François Pelletant a été condamné ce lundi à 3 ans de prison avec sursis, 5 ans d’inéligibilité et une amende de 20 000 euros par le tribunal de Créteil. Il est notamment reconnu coupable de travail dissimulé et d’escroquerie au sein d’associations dont il a assuré la présidence. Le maire de Linas fait appel de la décision et dénonce une « affaire éminemment politique ».

Il promet d’aller jusqu’à la Cour de cassation si il faut : « ça va prendre encore quelques années, j’ai déjà connu ce genre de procédure, ma vie n’est faite que de ça, et j’ai déjà gagné en cassation ». En attendant, son appel est suspensif, et François Pelletant reste pour le moment bien installé dans son fauteuil de maire de Linas. Il a pourtant été lourdement condamné ce lundi 14 mars par le tribunal correctionnel de Créteil. Le tribunal a retenu 11 chefs d’inculpation à son encontre, dont escroquerie, abus de confiance, prise d’intérêt ou encore travail dissimulé.

Il est condamné en première instance à 3 ans de prison avec sursis, 5 ans d’inéligibilité, ainsi que 20 000 euros d’amende. Le tribunal a suivi les réquisitions du procureur, très sévères (relayées en février par le journal Le Parisien), concernant ses activités associatives. Tour à tour président d’une association gérant un bar à Villejuif, ainsi que d’une autre oeuvrant dans les travaux, il lui est reproché l’embauche de contrats aidés, pour des activités jugées non conformes avec le principe d’une structure à but non lucratif. François Pelletant a également confondu les finances de l’association avec ses propres deniers selon le jugement, et utilisé le matériel de la commune pour ses activités.

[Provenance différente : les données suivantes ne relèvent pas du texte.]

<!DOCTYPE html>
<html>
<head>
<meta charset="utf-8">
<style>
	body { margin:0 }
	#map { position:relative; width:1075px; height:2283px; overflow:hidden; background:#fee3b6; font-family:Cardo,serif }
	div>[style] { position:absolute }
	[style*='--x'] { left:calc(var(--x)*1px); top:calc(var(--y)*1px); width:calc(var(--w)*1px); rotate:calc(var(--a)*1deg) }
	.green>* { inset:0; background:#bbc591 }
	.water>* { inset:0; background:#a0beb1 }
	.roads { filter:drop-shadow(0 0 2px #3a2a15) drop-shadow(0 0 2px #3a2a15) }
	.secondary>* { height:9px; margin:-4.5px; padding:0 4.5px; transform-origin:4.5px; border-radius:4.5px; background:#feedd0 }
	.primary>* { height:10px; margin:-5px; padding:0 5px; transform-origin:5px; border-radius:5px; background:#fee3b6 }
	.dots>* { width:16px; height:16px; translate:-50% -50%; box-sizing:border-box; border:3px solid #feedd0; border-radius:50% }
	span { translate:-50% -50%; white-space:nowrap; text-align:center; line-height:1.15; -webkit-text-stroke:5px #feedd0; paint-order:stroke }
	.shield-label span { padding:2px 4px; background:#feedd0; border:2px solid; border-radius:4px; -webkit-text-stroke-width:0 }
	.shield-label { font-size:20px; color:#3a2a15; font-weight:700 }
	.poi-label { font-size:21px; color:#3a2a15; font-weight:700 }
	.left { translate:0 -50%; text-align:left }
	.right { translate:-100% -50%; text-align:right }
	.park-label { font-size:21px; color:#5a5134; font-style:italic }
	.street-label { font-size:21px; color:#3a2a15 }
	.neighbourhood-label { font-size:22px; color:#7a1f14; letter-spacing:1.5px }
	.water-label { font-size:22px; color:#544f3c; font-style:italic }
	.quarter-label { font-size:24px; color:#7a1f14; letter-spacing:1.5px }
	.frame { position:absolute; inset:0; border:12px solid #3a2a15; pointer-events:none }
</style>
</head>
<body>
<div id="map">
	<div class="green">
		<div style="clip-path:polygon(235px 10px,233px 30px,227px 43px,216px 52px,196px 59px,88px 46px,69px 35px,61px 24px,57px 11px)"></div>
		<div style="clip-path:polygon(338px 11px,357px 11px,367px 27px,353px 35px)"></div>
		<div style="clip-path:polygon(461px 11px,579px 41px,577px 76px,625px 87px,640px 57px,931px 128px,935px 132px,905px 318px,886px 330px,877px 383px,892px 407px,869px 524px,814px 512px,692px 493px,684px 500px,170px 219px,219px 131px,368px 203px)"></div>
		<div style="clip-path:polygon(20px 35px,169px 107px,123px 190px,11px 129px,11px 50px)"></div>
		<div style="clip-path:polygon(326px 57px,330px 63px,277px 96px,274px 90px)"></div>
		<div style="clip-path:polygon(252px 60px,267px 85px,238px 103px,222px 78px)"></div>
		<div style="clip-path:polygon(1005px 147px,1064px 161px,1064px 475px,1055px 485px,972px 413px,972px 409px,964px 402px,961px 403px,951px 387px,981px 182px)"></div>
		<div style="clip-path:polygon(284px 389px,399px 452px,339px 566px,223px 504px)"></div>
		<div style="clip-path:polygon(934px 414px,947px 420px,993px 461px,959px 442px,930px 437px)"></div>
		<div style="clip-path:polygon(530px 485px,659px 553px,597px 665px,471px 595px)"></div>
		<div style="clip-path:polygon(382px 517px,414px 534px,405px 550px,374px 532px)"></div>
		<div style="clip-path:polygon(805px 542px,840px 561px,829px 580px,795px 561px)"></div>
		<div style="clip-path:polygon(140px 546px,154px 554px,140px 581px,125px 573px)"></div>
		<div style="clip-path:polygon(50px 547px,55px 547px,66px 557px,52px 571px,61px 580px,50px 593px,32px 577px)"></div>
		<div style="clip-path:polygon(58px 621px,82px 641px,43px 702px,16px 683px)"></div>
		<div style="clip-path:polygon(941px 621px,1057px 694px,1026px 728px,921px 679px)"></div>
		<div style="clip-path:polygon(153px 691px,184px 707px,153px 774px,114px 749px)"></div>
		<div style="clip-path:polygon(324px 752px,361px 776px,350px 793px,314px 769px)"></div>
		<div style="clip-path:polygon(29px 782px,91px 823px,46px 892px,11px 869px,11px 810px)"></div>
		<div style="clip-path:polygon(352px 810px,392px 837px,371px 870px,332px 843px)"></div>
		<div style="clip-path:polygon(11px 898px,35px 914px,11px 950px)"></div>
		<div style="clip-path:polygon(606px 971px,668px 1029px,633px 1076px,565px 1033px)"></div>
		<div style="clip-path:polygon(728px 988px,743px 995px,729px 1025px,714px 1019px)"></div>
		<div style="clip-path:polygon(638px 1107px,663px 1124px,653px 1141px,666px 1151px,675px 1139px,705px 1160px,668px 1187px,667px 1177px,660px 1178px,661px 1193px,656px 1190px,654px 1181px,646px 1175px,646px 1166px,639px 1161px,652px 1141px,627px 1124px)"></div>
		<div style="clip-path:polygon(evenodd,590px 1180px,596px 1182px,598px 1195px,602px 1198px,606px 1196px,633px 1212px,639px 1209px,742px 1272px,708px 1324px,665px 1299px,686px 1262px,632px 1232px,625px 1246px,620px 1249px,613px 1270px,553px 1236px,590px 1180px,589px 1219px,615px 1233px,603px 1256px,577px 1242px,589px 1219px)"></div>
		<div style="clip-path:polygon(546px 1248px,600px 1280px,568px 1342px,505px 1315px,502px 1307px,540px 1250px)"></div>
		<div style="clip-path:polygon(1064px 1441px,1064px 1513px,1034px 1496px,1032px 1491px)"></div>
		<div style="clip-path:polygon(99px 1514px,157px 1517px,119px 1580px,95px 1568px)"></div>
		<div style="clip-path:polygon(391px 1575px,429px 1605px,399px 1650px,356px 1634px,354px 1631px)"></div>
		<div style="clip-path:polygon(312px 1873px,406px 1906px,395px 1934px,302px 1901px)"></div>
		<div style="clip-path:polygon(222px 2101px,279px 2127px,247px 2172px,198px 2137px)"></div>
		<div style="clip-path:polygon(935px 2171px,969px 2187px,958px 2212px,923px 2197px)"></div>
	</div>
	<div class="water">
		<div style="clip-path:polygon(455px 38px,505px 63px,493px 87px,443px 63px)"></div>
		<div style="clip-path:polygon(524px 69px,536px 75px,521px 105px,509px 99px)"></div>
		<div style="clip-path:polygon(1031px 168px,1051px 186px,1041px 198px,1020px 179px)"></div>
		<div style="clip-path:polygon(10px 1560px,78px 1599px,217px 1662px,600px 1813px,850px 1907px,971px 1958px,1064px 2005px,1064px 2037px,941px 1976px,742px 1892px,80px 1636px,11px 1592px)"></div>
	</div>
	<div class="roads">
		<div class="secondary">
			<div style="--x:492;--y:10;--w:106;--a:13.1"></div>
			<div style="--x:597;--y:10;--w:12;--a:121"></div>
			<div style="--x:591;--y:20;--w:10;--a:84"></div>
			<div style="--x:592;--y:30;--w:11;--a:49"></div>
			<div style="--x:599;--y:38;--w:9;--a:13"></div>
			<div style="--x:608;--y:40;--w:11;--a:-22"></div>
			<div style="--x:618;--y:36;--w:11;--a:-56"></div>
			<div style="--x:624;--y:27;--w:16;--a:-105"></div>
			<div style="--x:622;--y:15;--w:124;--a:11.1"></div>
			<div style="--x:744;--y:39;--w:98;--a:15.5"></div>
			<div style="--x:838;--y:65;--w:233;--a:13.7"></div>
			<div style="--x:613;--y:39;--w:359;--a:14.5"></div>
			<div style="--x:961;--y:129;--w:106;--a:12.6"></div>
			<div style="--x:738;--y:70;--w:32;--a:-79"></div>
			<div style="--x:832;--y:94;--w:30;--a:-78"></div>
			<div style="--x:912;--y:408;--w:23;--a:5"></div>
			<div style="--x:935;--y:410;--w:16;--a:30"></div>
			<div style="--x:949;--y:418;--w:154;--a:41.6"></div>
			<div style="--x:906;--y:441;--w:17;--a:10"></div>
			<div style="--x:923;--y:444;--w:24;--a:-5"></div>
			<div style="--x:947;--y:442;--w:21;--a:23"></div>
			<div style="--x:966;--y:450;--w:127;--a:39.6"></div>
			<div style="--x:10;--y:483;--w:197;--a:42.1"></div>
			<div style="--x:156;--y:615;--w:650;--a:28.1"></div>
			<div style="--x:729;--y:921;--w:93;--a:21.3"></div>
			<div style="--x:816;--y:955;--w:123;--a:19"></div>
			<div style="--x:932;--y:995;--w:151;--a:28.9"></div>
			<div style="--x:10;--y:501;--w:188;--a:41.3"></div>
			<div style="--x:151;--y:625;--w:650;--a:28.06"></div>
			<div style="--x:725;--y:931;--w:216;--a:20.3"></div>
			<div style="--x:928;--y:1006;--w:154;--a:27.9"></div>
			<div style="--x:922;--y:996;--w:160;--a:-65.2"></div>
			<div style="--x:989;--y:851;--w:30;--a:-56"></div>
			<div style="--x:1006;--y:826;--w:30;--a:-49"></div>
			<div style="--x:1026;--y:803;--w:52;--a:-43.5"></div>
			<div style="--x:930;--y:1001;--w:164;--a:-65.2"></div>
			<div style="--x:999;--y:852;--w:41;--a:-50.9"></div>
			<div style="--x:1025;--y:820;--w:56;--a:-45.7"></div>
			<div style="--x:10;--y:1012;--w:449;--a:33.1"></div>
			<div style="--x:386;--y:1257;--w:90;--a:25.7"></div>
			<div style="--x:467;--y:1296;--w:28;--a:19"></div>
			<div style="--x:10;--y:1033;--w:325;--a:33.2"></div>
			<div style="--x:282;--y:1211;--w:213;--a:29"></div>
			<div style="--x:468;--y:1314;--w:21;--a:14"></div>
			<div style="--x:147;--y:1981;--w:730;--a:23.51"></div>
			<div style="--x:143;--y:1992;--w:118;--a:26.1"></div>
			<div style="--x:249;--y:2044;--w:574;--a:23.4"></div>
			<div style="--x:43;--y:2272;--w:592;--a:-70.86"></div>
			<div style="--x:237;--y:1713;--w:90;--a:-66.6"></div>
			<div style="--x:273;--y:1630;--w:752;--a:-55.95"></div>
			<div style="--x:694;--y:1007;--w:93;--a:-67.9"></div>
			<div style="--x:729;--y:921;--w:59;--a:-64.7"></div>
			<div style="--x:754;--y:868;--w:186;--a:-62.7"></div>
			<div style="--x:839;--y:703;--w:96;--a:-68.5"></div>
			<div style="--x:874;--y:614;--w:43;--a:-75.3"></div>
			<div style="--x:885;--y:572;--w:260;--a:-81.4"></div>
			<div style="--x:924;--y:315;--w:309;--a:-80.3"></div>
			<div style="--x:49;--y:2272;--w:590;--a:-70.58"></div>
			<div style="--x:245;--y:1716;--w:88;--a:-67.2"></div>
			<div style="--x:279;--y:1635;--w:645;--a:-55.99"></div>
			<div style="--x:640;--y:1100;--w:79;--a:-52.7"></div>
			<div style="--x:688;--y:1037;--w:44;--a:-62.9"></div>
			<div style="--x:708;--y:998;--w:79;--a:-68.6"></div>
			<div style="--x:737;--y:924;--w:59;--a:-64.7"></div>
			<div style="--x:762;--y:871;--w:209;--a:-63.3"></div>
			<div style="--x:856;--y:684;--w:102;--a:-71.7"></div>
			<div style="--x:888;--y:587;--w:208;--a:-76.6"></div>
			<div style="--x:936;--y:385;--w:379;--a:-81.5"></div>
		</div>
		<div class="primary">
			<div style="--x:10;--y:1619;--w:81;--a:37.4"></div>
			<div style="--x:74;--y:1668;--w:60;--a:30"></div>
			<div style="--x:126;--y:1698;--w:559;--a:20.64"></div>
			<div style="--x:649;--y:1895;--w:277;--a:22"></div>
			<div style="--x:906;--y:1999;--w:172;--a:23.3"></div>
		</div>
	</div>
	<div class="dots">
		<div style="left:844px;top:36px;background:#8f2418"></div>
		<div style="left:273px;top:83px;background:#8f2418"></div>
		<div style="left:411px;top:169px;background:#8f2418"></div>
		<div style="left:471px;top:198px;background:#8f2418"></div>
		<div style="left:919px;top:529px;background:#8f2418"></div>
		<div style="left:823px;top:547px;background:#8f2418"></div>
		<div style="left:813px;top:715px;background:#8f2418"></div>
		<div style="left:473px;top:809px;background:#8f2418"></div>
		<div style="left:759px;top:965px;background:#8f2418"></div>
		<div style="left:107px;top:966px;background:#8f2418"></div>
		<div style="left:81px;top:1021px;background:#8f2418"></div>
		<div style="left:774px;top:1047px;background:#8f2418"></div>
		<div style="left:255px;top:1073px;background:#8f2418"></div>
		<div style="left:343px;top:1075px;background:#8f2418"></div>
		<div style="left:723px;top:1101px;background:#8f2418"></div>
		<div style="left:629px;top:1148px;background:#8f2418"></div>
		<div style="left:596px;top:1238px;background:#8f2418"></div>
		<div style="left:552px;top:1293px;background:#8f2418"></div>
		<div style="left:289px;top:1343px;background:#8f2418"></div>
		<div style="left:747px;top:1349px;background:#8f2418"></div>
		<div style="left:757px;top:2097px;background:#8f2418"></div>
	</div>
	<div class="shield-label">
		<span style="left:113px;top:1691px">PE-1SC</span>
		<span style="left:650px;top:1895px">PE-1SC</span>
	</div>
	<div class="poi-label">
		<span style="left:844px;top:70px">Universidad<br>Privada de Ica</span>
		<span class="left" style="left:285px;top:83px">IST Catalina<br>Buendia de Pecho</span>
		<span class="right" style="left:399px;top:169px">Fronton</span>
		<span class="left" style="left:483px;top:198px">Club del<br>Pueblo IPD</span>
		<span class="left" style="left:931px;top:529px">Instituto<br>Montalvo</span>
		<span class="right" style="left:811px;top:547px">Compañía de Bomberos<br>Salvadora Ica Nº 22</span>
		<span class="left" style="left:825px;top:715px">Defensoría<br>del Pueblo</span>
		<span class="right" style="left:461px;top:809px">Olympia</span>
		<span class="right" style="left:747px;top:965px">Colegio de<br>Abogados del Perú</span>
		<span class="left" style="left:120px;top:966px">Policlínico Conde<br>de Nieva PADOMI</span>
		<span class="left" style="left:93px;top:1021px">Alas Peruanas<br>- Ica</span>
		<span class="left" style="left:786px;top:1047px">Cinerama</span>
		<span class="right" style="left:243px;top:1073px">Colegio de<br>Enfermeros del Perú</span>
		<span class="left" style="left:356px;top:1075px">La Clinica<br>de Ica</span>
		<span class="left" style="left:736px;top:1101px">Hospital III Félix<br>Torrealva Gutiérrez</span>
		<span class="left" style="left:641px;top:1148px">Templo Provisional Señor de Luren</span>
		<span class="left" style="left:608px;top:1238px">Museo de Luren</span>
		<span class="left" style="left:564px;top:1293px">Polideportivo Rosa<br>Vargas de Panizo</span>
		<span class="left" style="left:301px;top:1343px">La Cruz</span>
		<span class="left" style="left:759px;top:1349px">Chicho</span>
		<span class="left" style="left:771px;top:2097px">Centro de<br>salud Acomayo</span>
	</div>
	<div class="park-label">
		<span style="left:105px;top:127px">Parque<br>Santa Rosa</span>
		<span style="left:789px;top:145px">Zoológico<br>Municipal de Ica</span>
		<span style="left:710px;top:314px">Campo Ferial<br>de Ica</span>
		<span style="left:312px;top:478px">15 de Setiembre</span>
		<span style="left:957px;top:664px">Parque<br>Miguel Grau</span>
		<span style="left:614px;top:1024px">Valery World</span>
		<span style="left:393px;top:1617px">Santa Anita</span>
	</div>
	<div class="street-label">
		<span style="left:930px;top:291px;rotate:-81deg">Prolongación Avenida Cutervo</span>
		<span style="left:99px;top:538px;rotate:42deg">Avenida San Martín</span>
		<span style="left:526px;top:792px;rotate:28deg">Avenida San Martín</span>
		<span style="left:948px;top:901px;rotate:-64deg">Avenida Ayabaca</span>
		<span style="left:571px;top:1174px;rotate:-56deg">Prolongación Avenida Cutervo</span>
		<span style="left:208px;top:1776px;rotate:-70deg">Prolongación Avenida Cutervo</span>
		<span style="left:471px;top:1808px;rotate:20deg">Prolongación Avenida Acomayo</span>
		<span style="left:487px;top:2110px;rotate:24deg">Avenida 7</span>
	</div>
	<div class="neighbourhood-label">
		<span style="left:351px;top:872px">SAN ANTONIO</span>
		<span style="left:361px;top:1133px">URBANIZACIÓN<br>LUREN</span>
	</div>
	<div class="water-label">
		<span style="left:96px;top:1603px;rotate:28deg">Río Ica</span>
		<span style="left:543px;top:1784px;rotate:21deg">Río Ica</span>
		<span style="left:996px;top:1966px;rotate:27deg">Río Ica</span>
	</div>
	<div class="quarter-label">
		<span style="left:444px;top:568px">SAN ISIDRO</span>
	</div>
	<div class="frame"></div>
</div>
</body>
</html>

Une condamnation grave, devant laquelle le maire de Linas reste pourtant imperturbable : « pour moi c’est ‘trop bon, trop con’, cette affaire a été montée en épingle. Avec les associations nous embauchions des jeunes éloignés de l’emploi, on ne faisait pas bosser des sans-papiers. J’ai touché des chèques des associations, mais c’était des remboursements car j’avançais l’argent ». François Pelletant compte ainsi amener de nouveaux éléments pour le jugement en appel. « Je vais faire valoir des arguments politiques, j’ai fait 2 gardes à vue de 35 heures, et les convocations ont été synchronisées avec ma campagne électorale de 2015 (ndlr : élections départementales). De plus je suis clairement la cible de l’Inspection du travail, qui a effectué des contrôles à l’ouverture de ces activités » assure le maire de Linas, ancien conseiller général.

Celui-ci dénonce « une volonté de [le] nuire » et parle de « cinq ou six anomalies dans l’enquête qui le montrent très clairement ». Selon François Pelletant, ses opposants locaux notamment, seraient liés aux problèmes judiciaires qu’il rencontre : « l’officier de police judiciaire chargé de l’enquête est un proche d’un des membres du conseil municipal de Linas ». Il indique ainsi qu’il fournira à la Cour d’appel les preuves de ses dires : « on saura tout ça dans quelques années. Je me fais des ennemis, car je ne me laisse pas faire, je me bagarre ». Un feuilleton judiciaire qui semble bien parti pour durer.